* _What you should do_
The word "places" marks the lines to report; pull each of them from the listing.

──────── Information shown

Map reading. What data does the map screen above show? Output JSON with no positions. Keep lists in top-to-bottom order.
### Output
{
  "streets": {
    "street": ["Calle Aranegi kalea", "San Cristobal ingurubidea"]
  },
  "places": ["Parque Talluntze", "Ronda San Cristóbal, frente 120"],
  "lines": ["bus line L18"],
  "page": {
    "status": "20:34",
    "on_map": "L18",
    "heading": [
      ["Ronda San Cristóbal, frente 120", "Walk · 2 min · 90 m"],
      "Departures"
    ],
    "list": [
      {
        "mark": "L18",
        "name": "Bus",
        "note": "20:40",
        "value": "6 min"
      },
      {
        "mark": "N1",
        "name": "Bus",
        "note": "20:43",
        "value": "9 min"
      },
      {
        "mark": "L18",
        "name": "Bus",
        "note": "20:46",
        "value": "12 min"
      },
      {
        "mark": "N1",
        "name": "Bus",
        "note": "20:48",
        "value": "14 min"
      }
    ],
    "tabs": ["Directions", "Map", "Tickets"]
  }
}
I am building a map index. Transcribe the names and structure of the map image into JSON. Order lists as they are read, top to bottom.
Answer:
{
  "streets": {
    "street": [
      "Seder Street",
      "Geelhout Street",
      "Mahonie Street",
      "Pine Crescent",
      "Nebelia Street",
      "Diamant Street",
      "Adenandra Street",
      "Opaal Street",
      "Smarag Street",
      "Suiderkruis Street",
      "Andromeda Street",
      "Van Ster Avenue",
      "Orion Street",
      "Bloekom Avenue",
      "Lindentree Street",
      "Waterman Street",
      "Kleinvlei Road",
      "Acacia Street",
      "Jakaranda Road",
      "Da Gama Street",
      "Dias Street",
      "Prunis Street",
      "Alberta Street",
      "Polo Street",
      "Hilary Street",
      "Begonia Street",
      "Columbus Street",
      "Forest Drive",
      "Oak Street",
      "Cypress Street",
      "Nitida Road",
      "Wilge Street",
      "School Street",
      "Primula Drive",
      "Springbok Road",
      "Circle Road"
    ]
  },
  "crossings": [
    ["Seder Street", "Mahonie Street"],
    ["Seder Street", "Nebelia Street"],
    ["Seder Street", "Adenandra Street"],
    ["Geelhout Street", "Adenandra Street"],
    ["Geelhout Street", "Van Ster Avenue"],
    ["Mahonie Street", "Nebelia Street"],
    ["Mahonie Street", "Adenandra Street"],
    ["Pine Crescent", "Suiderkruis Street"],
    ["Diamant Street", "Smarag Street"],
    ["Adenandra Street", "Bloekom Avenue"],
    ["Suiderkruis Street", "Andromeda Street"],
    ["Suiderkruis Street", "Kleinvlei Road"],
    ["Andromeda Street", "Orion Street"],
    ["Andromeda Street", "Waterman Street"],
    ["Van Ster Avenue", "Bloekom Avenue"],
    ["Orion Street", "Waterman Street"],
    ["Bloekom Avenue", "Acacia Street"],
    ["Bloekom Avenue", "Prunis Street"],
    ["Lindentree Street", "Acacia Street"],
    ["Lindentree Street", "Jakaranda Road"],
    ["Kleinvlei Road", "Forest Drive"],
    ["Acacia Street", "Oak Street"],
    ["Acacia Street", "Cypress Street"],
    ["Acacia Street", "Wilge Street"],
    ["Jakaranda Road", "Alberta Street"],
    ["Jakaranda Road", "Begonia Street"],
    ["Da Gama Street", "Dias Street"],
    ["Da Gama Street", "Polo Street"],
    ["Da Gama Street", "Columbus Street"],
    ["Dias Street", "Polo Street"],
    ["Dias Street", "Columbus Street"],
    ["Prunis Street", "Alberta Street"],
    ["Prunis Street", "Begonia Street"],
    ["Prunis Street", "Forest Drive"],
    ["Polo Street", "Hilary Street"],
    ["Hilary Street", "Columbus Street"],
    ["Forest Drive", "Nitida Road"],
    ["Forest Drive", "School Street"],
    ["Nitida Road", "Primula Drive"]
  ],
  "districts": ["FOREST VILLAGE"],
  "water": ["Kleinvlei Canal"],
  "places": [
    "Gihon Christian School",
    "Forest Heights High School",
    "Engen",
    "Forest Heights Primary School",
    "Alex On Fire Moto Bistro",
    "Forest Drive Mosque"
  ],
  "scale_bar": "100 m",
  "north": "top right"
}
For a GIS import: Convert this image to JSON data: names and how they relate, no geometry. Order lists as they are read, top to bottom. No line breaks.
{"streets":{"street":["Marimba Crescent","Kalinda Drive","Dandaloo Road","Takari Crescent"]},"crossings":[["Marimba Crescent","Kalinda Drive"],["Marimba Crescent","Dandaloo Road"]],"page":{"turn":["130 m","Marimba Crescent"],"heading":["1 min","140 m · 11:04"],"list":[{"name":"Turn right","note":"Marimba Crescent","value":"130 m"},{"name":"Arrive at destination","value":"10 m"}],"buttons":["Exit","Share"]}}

────────────────

* _Your response_
  "places": ["Parque Talluntze", "Ronda San Cristóbal, frente 120"],
  "places": [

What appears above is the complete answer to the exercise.